Similar crises affected many other ren-dependent communities, from the Siberian Chukchi and Tungusha, to the Mongolian Tsaatan (Dukha), to the Inuit and Native Americans [5]. Rhenish hunters were also the inhabitants of Europe during the Ice Age. Paintings of Lascaux and Altamira remain of them. Traces of their encampments have been preserved in Wigry National Park and the Kissing swamp, among others. Archaeological research in Lublin shows how the culture of reindeer hunters became that of suhak hunters. In the Beka reserve, in turn, it is possible to trace their transformation into seal hunters, analogous to that undergone by the Chukchi during the Little Ice Age of the 16th-17th centuries.[6]


In the article, I used:

  1. Descamps, S., Aars, J., Fuglei, E., Kovacs, K. M., Lydersen, C., Pavlova, O., …. & Strøm, H. (2017). Climate change impacts on wildlife in a High Arctic archipelago-Svalbard, Norway. Global Change Biology, 23(2), 490-502.
  2. Dussex, N., Bieker, V. C., Sun, X., Le Moullec, M., Ersmark, E., Røed, K. H., …. & Martin, M. D. (2025). The Genomic Basis of the Svalbard Reindeer’s Adaptation to an Extreme Arctic Environment. Genome Biology and Evolution, 17(9), evaf160.

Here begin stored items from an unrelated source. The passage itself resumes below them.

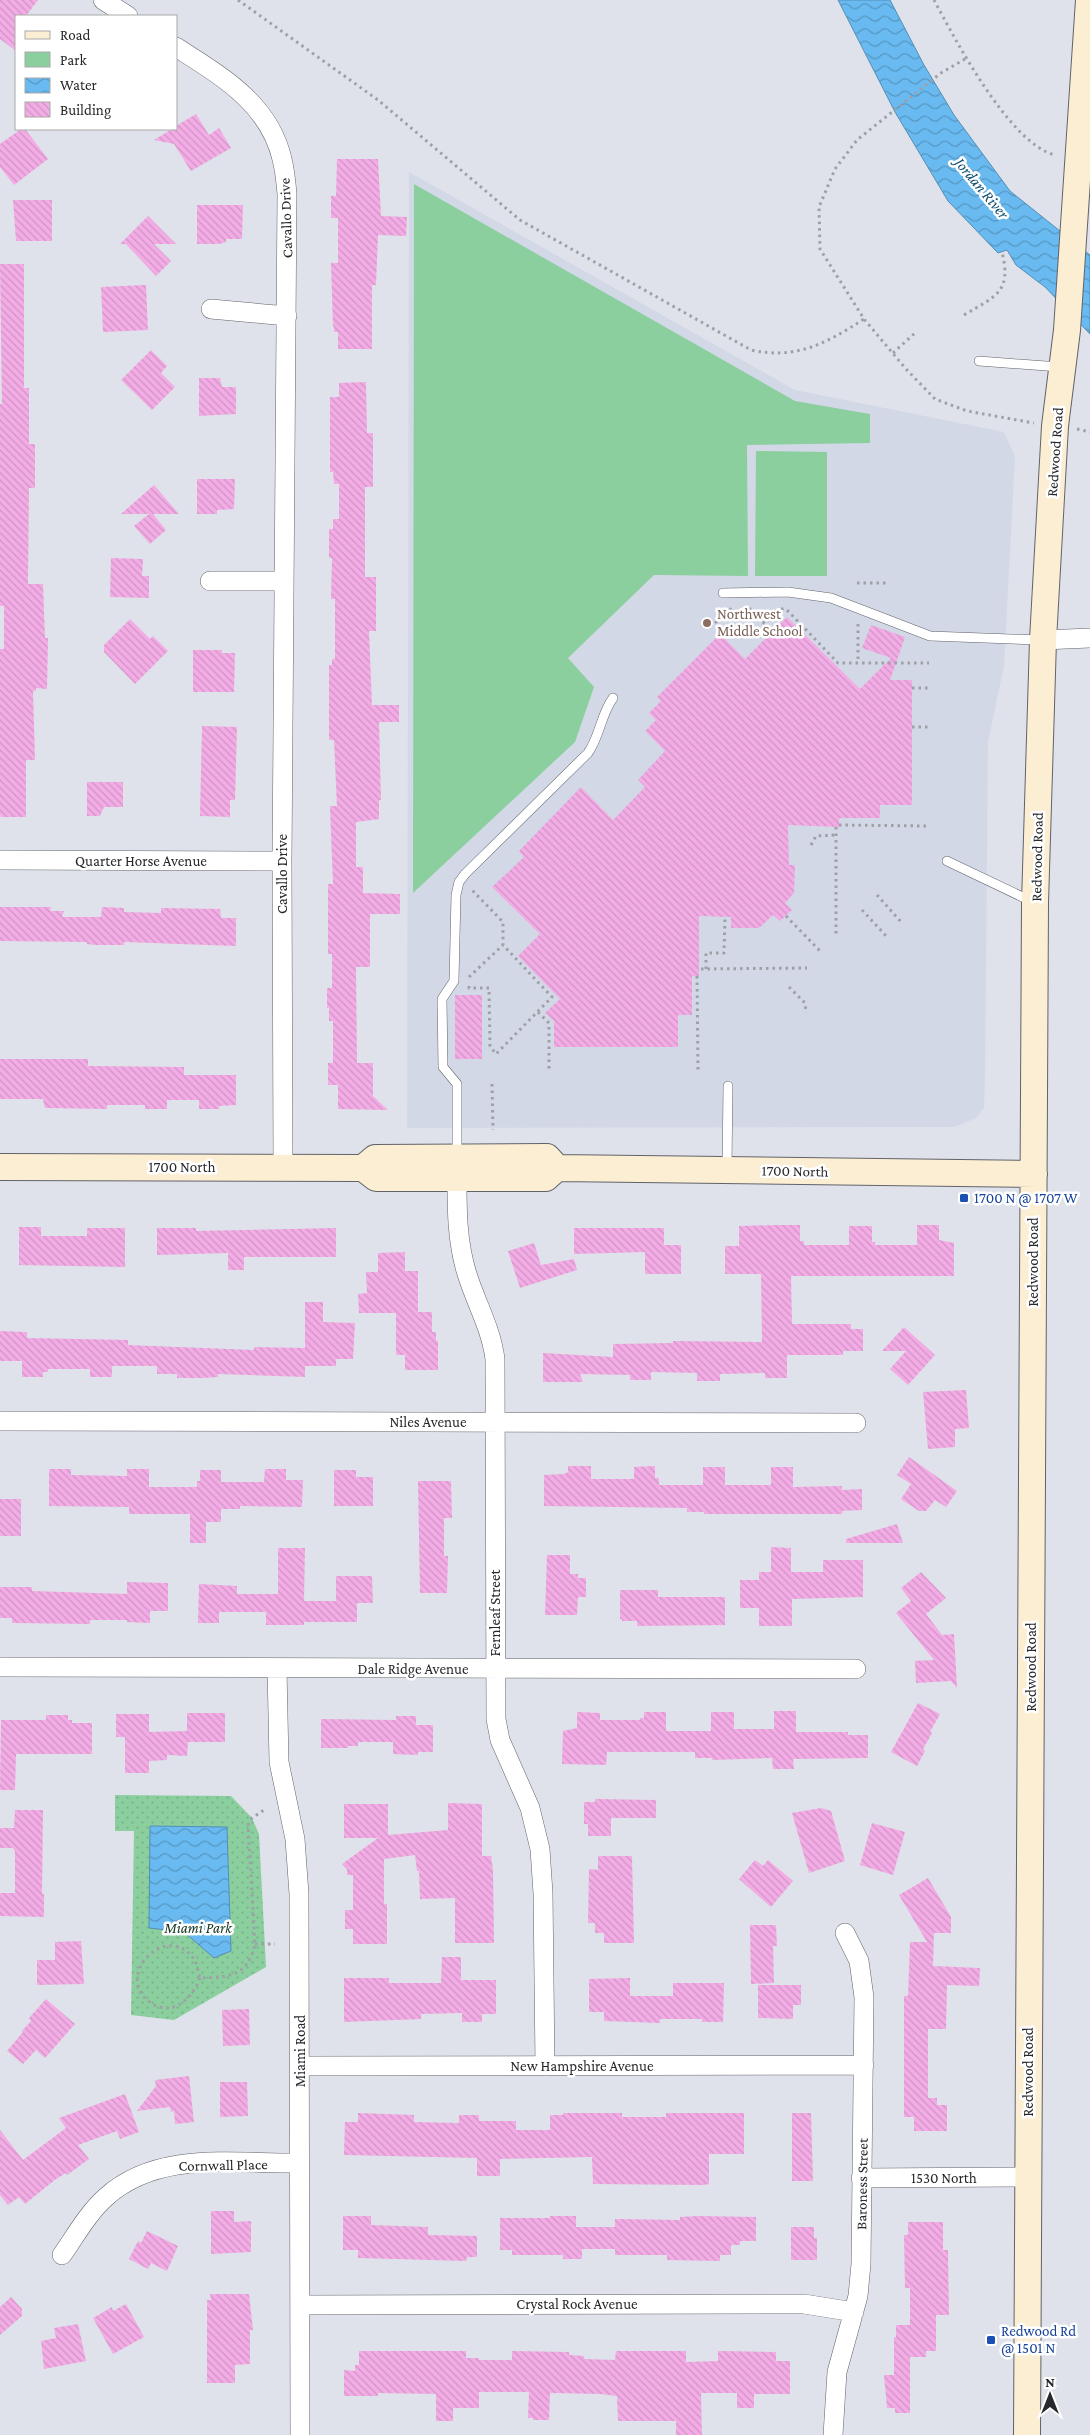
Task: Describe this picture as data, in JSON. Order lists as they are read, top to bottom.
{
  "streets": {
    "main road": ["Redwood Road", "1700 North"],
    "street": [
      "Cavallo Drive",
      "Quarter Horse Avenue",
      "Niles Avenue",
      "Fernleaf Street",
      "Dale Ridge Avenue",
      "Miami Road",
      "New Hampshire Avenue",
      "Cornwall Place",
      "1530 North",
      "Baroness Street",
      "Crystal Rock Avenue"
    ]
  },
  "crossings": [
    ["Cavallo Drive", "Quarter Horse Avenue"],
    ["Cavallo Drive", "1700 North"],
    ["Redwood Road", "1700 North"],
    ["Redwood Road", "1530 North"],
    ["1700 North", "Fernleaf Street"],
    ["Niles Avenue", "Fernleaf Street"],
    ["Fernleaf Street", "Dale Ridge Avenue"],
    ["Fernleaf Street", "New Hampshire Avenue"],
    ["Dale Ridge Avenue", "Miami Road"],
    ["Miami Road", "New Hampshire Avenue"],
    ["Miami Road", "Cornwall Place"],
    ["Miami Road", "Crystal Rock Avenue"],
    ["New Hampshire Avenue", "Baroness Street"],
    ["1530 North", "Baroness Street"],
    ["Baroness Street", "Crystal Rock Avenue"]
  ],
  "water": ["Jordan River"],
  "parks": ["Miami Park"],
  "places": {
    "other": ["Northwest Middle School"],
    "transit": ["1700 N @ 1707 W", "Redwood Rd @ 1501 N"]
  },
  "legend": [
    "Road",
    "Park",
    "Water",
    "Building"
  ],
  "north": "top"
}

  3. Hansen, B. B., Lorentzen, J. R., Welker, J. M., Varpe, Ø., Aanes, R., Beumer, L. T., & Pedersen, Å. Ø. (2019). Reindeer turning maritime: Ice-locked tundra triggers changes in dietary niche utilization. Ecosphere, 10(4), e02672.

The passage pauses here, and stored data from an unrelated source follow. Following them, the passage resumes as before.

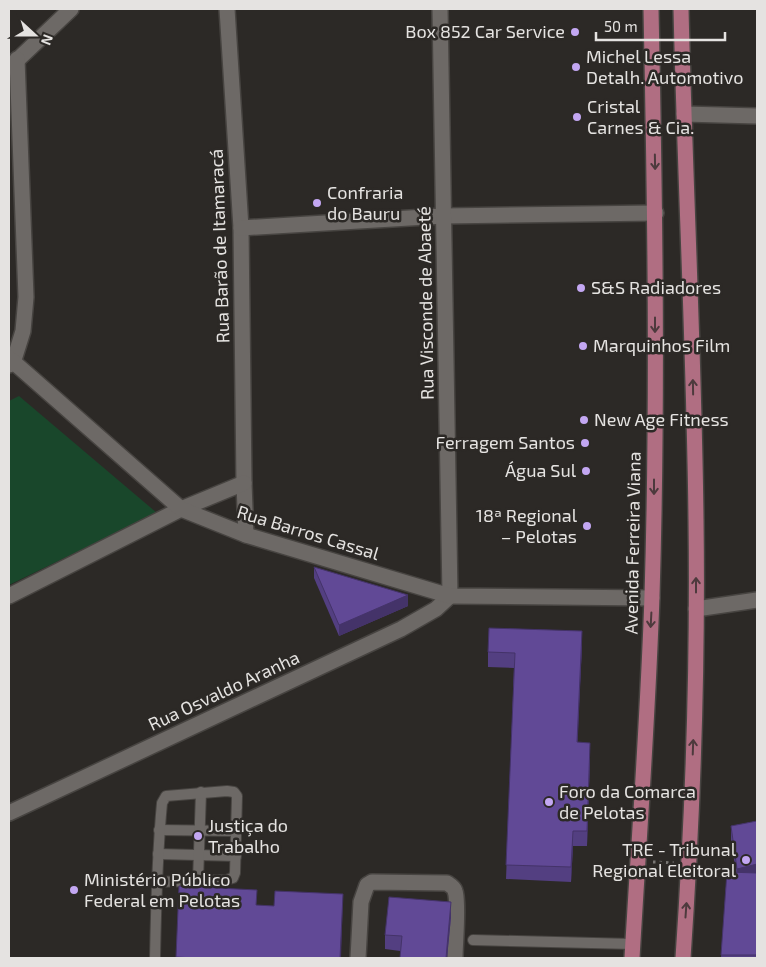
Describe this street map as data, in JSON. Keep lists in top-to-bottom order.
{
  "streets": {
    "main road": ["Avenida Ferreira Viana"],
    "street": [
      "Rua Barão de Itamaracá",
      "Rua Visconde de Abaeté",
      "Rua Barros Cassal",
      "Rua Osvaldo Aranha"
    ]
  },
  "crossings": [
    ["Rua Barão de Itamaracá", "Rua Barros Cassal"],
    ["Rua Visconde de Abaeté", "Rua Barros Cassal"],
    ["Rua Visconde de Abaeté", "Rua Osvaldo Aranha"],
    ["Rua Barros Cassal", "Avenida Ferreira Viana"],
    ["Rua Barros Cassal", "Rua Osvaldo Aranha"]
  ],
  "places": [
    "Box 852 Car Service",
    "Michel Lessa Detalh. Automotivo",
    "Cristal Carnes & Cia.",
    "Confraria do Bauru",
    "S&S Radiadores",
    "Marquinhos Film",
    "New Age Fitness",
    "Ferragem Santos",
    "Água Sul",
    "18ª Regional – Pelotas",
    "Foro da Comarca de Pelotas",
    "Justiça do Trabalho",
    "TRE - Tribunal Regional Eleitoral",
    "Ministério Público Federal em Pelotas"
  ],
  "scale_bar": "50 m",
  "north": "right"
}
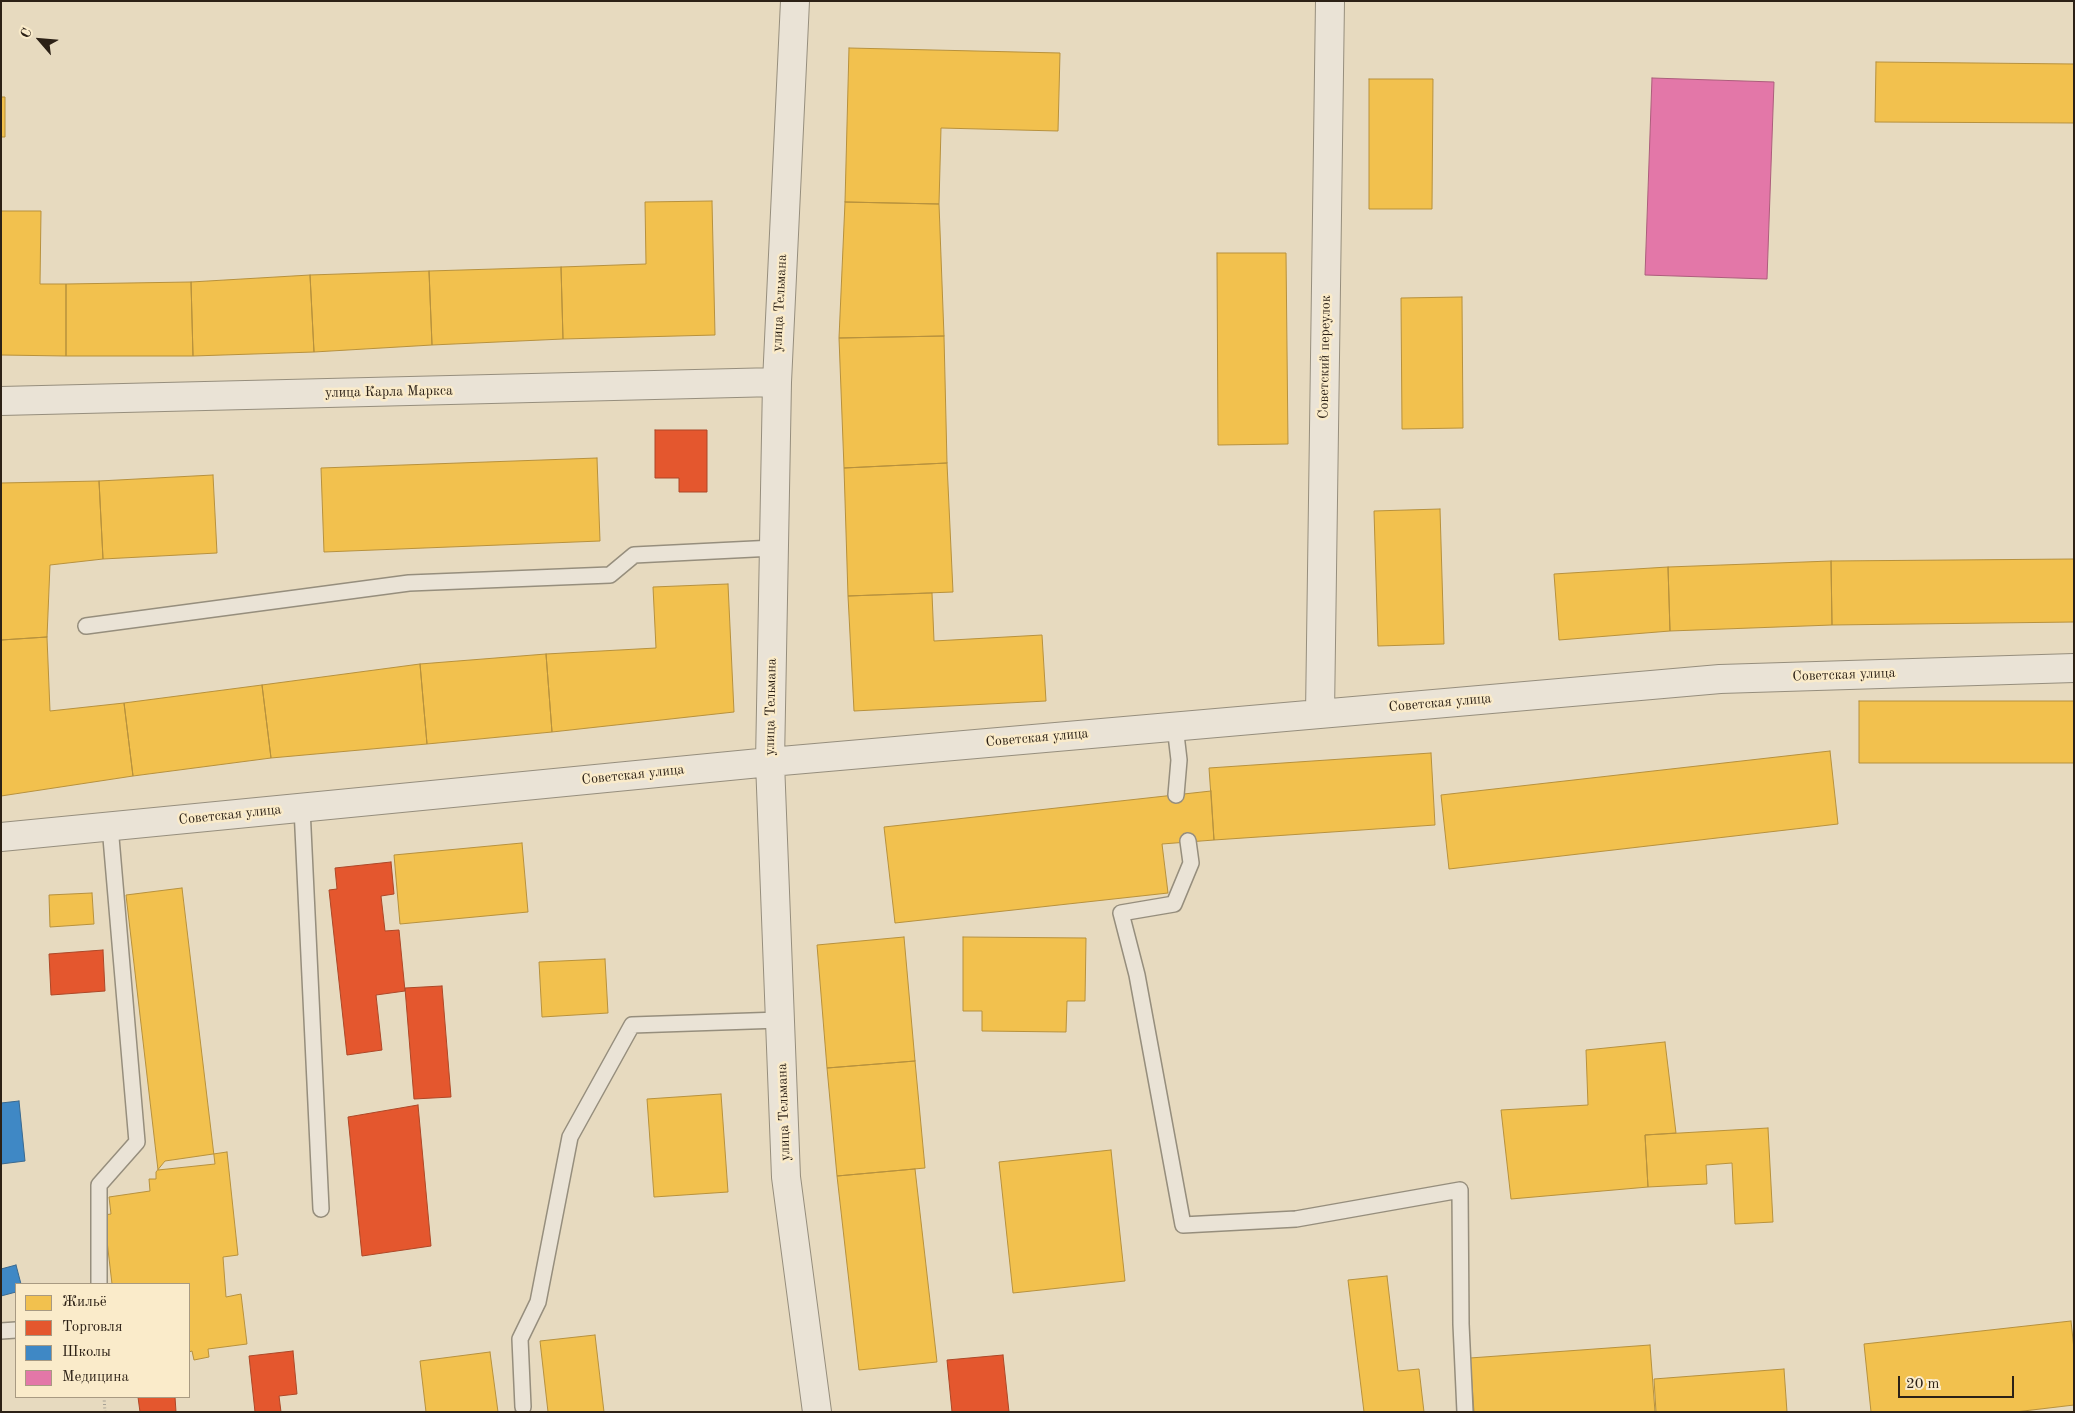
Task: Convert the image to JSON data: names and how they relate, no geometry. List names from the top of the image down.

  4. Kjær, K. H., Winther Pedersen, M., De Sanctis, B., De Cahsan, B., Korneliussen, T. S., Michelsen, C. S., …. & Willerslev, E. (2022). A 2-million-year-old ecosystem in Greenland uncovered by environmental DNA. Nature, 612(7939), 283-291.
  5. Tyler, N. J., Turi, J. M., Sundset, M. A., Bull, K. S., Sara, M. N., Reinert, E., … & Corell, R. W. (2007). Saami reindeer pastoralism under climate change: Applying a generalized framework for vulnerability studies to a sub-arctic social-ecological system. Global Environmental Change, 17(2), 191-206.